スピノザの『エチカ』と趣味のブログ

スピノザの『エチカ』について僕が考えていることと,趣味である将棋・競馬・競輪などについて綴るブログです。

農林水産大臣賞典報知新聞社杯エーデルワイス賞&内在性からの帰結

2011-10-13 20:30:36 | 地方競馬
 珍しくJRA2勝馬が参戦してきた第14回エーデルワイス賞
 好発は外枠各馬でしたが内からフリスコベイの逃げに。すぐ外にユカナ。アイアムネフライトやジョウノソナタといった好発の外枠勢はその後を追う展開となりました。前半の600mは35秒5のハイペース。
 人気のシェアースマイルは持ったままで好位の外を追走。3コーナーを回ると外から捲るように上がっていきましたが,捲りきるまでには至らず,4頭が雁行で直線に。しかしまだ余裕があったシェアースマイルが内の3頭を交わして抜け出し優勝。ハイペースに乗じてシェアースマイルの外を差しこんできたシーキングブレーヴが2着。大外を回ったロクイチスマイルも3着に届きました。
 優勝したシェアースマイルはデビュー戦を逃げ切ると2戦目は出遅れたものの直線一気の追い込みを決めて2連勝。現時点ではかなりの能力を示していました。今日は枠入りをかなり嫌がって,いささかの不安も感じさせましたが,レースでは関係なかったよう。ここもこれまでとは違ったレースで3連勝ですので,この後,どの程度まで成長してくれるか楽しみな素材だと思います。それなりの分枝を持つ一族の出自で,最近の重賞勝ち馬は2003年の札幌2歳ステークスを勝ったモエレエスポワール。シェアースマイルの近親としては,重賞は勝てませんでしたが中央オープンで2勝,新潟3歳ステークスでは2着に入った高崎のタマルファイターが伯父にいます。
 騎乗した丸山元気騎手はそのタマルファイターの主戦であった丸山候彦[よしひこ]騎手の子息。北海道2歳優駿は初勝利。管理している栗田徹調教師はこれが重賞初制覇となりました。

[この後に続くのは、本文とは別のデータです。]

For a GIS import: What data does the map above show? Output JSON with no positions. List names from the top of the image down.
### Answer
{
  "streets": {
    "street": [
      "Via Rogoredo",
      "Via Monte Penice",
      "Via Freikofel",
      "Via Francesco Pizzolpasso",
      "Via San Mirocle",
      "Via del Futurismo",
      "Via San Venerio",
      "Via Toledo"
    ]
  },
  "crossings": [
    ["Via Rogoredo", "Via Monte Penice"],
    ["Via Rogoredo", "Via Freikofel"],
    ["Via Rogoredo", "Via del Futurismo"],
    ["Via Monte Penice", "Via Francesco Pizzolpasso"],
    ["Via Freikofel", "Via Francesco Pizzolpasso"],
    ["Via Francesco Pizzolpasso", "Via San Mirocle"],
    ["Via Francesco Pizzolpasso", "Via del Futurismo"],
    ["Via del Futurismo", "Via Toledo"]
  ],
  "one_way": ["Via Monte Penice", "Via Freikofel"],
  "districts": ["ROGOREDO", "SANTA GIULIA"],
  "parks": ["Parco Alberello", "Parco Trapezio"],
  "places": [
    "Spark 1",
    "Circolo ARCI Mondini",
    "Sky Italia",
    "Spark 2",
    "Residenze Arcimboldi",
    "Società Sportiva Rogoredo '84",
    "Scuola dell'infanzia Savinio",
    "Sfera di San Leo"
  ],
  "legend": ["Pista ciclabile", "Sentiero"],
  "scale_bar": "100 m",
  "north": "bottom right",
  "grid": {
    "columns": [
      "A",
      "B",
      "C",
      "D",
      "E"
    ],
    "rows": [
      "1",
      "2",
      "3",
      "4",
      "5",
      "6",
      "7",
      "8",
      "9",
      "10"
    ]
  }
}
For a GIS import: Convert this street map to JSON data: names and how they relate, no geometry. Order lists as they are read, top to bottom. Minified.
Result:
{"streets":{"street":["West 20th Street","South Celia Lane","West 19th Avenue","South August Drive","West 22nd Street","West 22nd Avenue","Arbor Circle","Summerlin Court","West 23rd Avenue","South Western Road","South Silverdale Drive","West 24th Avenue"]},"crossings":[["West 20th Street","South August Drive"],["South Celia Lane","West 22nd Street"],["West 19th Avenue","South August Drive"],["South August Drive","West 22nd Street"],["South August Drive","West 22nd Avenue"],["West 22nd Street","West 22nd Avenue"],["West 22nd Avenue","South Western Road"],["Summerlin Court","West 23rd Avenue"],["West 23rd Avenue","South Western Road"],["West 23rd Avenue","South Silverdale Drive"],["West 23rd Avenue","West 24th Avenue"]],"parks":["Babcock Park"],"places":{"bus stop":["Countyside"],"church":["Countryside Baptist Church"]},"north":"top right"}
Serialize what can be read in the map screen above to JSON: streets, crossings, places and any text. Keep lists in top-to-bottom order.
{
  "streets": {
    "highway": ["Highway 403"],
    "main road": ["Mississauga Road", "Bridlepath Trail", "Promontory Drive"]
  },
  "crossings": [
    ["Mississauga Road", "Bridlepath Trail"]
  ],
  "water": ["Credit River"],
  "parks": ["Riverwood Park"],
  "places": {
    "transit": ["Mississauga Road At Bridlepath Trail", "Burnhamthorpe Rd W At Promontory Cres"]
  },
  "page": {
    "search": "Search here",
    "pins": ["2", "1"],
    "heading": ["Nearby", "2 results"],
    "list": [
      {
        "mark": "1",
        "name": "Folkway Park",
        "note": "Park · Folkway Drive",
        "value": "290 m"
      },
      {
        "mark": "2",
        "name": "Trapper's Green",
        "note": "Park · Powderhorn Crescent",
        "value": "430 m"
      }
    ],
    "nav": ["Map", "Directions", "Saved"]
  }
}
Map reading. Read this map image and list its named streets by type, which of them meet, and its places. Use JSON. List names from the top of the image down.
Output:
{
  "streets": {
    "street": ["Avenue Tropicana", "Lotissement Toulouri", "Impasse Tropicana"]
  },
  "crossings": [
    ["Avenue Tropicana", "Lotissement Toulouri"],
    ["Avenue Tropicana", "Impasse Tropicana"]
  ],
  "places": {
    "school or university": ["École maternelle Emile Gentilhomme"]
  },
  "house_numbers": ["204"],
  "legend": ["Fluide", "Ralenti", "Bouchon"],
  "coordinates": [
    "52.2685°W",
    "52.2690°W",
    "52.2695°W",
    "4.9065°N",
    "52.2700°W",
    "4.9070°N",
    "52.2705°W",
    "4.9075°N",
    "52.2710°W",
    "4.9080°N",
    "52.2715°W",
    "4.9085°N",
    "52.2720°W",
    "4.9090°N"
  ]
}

 自己原因と原因との間で考えられなければならない関係に,第一部定理一八で示されていることを加えるなら,今度は次のことが出てきます。
 自己原因として実在する神ないしは絶対に無限な実体は,自然のうちに実在する,あるいは実在し得るものに対して内在的原因です。よって,自己原因の変状として考えられるべき原因と結果が別のものについても,原因は結果に対して原則として内在的原因でなければならないということになります。このこと自体は,第一部定理一八証明のうちに,一切の超越的原因の排除ということが実際には含まれているということからも明らかであるといえるでしょう。また,第一部公理四において,結果の認識が原因の認識だけに依存し,ほかのもには依存しないということの理由も,原因というのが内在的原因であるからだといえると思います。もしも結果というものが原因とされるものの超越的外部に発生するのであるなら,少なくとも単にその原因を認識しただけで結果を十全には認識できないような場合もあり得ると考えることができるからです。
 ところで,もしもあらゆる原因というものが内在的原因であるのならば,結果は必然的に原因のうちにのみ生じ,その外には生じないということになります。すると,もしもある人間の本性を構成する限りで神のうちにあるある観念が原因となって何らかの結果が生じるのであれば,この結果もまたその人間の精神の本性を構成する限りで神のうちにあるのでなければなりません。もしもこの結果がその人間の精神の本性を構成するとともに何かほかのものの観念を有する限りで神のうちにあるということになれば,それは結果が原因に内在していない,いい換えれば神と関連付けられた原因が内在的原因ではないということになってしまうからです。
 ところが,ある人間の精神の本性を構成する限りで神のうちにある観念が原因となる場合のみが,この人間の純粋な思惟作用を意味することができるのです。よって純粋な思惟作用によってその人間の精神のうちに発生するあらゆる観念は,その人間の精神の本性を構成する限りで神のうちにある観念,いい換えればその人間にとっての十全な観念であるということがここから帰結します。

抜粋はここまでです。